By Cristin Ross
Athens Review Online
If you’ve driven under the bridges of Loop 7 in Athens on any given morning lately, you may have noticed flurries of winged activity along the sides of those bridges.
That would be your typical cliff swallow, making the most of a morning meal — mostly likely mosquitoes.
Like its close relative the Barn Swallow (Hirundo rustica), the cliff swallow (Petrochelidon pyrrhonota) has benefited from the proliferation of manmade nesting sites, reports the Cornell Laboratory of Ornithology. Once restricted to nesting on the cliff faces of the west, cliff swallows, which eat only insects, now most often nest under bridges, culverts, and under the eaves of buildings.
“These birds are fairly common in East Texas,” said Texas Parks and Wildlife biologist David Sierra. “I think highway bridges are the equivalent of blue bird nest boxes for a cliff swallow, and the greater numbers of these bridges and other structures they can use are helping their populations grow. That’s good for us, since they eat a huge amount of those flying insects that tend to bug us.
“They are very agile flyers, so they seem able to adapt to traffic well, so traffic under a bridge poses a minimal threat to them.”
According to the Cornell Web site, www.birds.cornell.edu, the bird was first noted breeding in New York in 1817 and became widespread by the beginning of the 20th century. Declines followed the introduction and spread of the House Sparrow, a species that may dispossess cliff swallows by taking their nests and destroying any eggs already laid. The modern practice of painting wooden barns and of using metal or other smooth materials has also apparently inhibited cliff swallow nesting, but the use of bridge and dam sites for their nests seems to be increasing.
“It takes a long time to build a nest,” Sierra said. “And most nesting pairs will come back to a nest year after year, so don’t knock them down, thinking they aren’t of any use anymore.”
Cliff swallows build gourd-shaped nests out of mud pellets that they carry in their mouths to a nest site protected by an overhang. The typical nest contains approximately 1,000 mud pellets when finished, and is lined with grasses and feathers.

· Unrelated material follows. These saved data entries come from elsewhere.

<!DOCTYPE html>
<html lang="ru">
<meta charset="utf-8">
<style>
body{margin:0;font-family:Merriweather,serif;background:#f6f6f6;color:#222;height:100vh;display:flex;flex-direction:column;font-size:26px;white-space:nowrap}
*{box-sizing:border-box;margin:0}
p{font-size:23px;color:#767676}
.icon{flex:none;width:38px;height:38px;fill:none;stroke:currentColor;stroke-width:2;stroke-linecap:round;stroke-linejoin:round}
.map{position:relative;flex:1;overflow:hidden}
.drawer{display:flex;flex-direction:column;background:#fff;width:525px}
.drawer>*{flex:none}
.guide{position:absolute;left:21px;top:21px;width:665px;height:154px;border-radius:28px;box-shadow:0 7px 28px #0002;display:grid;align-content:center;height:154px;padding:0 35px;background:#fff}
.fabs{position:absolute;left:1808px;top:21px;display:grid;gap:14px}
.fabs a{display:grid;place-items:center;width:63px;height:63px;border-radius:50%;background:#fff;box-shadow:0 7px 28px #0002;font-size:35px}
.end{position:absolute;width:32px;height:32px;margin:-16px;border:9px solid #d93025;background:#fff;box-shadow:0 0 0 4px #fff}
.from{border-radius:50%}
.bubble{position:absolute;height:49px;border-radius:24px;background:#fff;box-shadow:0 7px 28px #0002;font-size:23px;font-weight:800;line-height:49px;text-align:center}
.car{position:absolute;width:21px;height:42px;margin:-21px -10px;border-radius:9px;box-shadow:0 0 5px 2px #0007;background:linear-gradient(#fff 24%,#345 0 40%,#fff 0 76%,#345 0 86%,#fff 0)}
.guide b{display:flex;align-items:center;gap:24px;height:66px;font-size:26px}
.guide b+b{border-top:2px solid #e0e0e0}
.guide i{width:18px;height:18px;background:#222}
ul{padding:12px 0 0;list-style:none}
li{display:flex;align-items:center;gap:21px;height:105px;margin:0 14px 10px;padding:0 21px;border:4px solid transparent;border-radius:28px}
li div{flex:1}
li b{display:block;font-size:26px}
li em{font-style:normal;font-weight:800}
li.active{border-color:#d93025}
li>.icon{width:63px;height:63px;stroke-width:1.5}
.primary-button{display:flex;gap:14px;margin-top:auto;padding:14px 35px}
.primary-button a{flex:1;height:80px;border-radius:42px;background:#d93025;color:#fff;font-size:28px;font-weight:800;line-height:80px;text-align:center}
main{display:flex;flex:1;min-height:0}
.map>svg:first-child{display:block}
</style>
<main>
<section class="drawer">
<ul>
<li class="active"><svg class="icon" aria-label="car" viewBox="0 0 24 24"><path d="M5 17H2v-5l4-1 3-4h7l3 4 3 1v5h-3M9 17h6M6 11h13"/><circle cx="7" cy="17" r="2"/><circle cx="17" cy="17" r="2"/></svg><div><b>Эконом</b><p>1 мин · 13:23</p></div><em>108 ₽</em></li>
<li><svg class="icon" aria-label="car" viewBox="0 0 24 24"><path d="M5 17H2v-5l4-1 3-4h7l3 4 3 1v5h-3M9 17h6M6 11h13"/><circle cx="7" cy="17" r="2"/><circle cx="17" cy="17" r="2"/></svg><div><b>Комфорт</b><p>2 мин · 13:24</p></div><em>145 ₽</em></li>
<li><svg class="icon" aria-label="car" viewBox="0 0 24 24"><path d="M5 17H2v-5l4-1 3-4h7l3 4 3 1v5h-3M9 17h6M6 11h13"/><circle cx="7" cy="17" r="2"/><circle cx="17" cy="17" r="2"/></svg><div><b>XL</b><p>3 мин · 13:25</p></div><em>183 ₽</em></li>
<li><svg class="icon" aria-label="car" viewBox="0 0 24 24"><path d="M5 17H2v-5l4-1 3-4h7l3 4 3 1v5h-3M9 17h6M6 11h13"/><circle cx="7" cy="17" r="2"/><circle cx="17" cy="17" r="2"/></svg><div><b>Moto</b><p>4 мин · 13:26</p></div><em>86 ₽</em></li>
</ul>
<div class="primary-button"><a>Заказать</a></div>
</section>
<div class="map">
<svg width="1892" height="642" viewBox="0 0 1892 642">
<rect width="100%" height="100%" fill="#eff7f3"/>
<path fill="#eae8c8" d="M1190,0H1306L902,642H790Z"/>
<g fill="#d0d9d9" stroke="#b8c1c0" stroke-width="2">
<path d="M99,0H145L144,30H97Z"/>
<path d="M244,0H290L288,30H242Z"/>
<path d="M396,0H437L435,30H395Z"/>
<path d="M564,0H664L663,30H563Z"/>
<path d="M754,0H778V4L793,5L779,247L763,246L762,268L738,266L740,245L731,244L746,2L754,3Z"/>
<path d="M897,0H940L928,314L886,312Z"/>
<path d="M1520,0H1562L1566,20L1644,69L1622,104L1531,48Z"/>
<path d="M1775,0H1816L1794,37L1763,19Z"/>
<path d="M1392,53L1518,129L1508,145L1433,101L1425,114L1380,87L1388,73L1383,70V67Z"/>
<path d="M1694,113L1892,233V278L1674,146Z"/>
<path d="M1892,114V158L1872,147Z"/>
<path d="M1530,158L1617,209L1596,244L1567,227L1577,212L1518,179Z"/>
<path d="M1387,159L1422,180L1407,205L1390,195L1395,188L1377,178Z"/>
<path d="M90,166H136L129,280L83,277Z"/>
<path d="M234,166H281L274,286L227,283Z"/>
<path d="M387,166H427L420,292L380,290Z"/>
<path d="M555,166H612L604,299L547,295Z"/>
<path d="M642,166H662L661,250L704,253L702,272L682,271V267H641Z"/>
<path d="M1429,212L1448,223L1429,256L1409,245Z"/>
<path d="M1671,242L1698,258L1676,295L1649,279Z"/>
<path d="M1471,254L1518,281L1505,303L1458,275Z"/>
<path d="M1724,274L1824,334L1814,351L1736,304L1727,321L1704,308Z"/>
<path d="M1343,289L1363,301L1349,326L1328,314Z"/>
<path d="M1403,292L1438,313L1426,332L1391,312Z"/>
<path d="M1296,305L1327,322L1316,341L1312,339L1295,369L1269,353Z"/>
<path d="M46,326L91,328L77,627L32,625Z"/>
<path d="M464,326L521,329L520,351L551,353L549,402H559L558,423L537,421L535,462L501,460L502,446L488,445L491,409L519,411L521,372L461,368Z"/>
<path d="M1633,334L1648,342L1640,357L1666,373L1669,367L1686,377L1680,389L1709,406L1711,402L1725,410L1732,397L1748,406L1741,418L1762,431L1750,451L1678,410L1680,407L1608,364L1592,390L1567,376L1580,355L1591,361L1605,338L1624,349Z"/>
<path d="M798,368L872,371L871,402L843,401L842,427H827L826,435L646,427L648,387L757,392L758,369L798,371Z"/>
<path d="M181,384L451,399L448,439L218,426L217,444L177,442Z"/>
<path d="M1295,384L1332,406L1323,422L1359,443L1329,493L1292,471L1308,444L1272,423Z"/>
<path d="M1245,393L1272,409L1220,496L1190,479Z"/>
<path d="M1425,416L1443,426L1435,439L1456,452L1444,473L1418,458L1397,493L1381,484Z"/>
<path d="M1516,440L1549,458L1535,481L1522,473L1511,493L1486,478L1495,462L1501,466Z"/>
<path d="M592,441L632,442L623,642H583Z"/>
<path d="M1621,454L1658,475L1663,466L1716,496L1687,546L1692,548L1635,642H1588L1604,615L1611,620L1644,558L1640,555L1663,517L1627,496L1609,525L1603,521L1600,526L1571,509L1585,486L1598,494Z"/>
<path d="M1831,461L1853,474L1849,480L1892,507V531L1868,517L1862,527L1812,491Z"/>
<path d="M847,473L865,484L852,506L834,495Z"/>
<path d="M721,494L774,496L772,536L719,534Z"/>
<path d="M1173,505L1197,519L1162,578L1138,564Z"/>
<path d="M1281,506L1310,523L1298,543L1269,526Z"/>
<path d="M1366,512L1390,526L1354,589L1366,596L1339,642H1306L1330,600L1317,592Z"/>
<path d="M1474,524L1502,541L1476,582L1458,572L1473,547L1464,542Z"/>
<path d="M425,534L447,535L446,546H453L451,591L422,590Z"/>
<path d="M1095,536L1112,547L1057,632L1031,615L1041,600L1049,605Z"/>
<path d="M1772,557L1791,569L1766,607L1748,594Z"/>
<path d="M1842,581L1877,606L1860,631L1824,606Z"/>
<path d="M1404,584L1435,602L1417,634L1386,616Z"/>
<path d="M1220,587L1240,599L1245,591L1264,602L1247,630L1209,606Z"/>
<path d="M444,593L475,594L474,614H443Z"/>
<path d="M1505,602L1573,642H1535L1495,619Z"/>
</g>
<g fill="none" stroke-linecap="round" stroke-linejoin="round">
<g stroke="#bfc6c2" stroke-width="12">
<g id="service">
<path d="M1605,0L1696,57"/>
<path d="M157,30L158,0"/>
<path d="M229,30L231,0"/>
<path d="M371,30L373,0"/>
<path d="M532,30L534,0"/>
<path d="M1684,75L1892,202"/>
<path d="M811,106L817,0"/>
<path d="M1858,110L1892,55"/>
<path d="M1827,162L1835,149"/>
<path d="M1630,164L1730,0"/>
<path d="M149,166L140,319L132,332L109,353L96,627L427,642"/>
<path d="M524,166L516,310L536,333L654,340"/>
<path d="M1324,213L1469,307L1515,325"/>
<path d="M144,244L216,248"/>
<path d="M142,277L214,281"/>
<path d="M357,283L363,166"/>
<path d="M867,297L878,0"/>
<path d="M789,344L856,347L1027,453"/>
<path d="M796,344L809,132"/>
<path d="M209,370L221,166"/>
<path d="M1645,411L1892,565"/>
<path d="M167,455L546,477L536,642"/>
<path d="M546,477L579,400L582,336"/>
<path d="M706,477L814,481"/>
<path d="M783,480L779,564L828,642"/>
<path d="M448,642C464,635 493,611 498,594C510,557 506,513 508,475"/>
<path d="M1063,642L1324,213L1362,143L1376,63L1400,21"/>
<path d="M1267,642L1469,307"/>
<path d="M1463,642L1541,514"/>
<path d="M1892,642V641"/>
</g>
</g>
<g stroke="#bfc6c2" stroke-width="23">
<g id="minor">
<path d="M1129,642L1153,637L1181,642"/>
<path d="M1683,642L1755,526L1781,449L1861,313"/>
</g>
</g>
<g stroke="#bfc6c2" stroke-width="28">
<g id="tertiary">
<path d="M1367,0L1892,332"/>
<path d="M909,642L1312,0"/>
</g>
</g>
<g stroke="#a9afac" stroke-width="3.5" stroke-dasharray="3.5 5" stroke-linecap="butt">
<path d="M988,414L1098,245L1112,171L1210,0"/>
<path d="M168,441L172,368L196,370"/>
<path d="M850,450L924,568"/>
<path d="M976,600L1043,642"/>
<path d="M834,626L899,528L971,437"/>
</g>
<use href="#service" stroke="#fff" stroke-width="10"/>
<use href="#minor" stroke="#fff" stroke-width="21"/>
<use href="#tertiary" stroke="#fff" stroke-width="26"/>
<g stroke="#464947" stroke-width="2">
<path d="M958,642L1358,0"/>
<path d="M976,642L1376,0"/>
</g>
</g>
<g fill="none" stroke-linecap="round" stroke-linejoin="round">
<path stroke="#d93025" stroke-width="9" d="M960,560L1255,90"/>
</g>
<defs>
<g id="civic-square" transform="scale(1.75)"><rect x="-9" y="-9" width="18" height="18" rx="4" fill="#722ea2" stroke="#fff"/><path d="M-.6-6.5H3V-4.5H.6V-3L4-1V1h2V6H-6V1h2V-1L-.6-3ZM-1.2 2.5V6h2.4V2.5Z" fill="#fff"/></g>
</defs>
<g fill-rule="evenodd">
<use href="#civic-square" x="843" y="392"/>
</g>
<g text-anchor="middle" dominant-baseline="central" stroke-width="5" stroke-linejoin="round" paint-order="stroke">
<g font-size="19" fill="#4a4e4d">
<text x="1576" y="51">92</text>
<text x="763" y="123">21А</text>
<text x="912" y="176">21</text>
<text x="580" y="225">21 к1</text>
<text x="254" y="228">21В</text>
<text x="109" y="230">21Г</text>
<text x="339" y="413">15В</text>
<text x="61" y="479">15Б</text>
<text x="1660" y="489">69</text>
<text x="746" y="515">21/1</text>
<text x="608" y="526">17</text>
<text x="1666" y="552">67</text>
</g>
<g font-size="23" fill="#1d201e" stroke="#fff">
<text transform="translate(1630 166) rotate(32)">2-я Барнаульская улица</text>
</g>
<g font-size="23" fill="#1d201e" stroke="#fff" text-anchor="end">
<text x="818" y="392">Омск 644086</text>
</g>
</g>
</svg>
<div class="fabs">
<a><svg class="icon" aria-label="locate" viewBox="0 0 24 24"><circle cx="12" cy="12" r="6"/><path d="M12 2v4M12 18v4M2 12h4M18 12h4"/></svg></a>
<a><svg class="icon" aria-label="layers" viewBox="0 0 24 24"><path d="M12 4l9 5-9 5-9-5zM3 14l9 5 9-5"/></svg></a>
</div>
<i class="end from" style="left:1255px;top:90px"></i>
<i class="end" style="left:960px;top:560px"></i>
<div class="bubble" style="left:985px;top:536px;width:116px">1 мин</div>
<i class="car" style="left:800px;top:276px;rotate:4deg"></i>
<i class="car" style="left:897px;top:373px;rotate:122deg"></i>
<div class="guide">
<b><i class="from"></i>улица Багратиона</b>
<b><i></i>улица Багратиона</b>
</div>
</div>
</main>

“Their spit is kind of sticky and that helps to form the pellets and adhere them to the rest of the nest and to the side of the bridge,” Sierra said.
Usually a nest is grayish in color, but the nests of those birds in Athens are the distinctive red-orange color indicative of East Texas red clay.
Nests, begun as a shelf adhered to a vertical surface, are located in colonies averaging a few hundred nests and ranging up to two or three thousand in the west.
A colony serves as an “information center” for feeding birds, as unsuccessful foragers may follow successful birds to food sources. Both sexes share in incubating and feeding chicks.
The species is migratory and spends the winter in more tropical climates, including South America.
Cliff swallows have glossy blue-black backs streaked with white and a cinnamon rump. The wings and square tail are brownish black. Underparts are white with the upper breast sides and flanks pale gray brown. The throat and sides of the head are chestnut. Below the throat is a patch of black at the top of the breast. The forehead is white to pale brown. Both sexes look alike.
In the United States, all swallows are classified as migratory insectivorous birds under the Migratory Bird Treaty Act of 1918, as found at the Web site www.ces.ncsu.edu. Swallows are also protected by state regulations. It is illegal for any person to take, possess, transport, sell, or purchase swallows or their parts, such as feathers, nests, or eggs, without a permit. As a result, certain activities affecting swallows are subject to legal restrictions.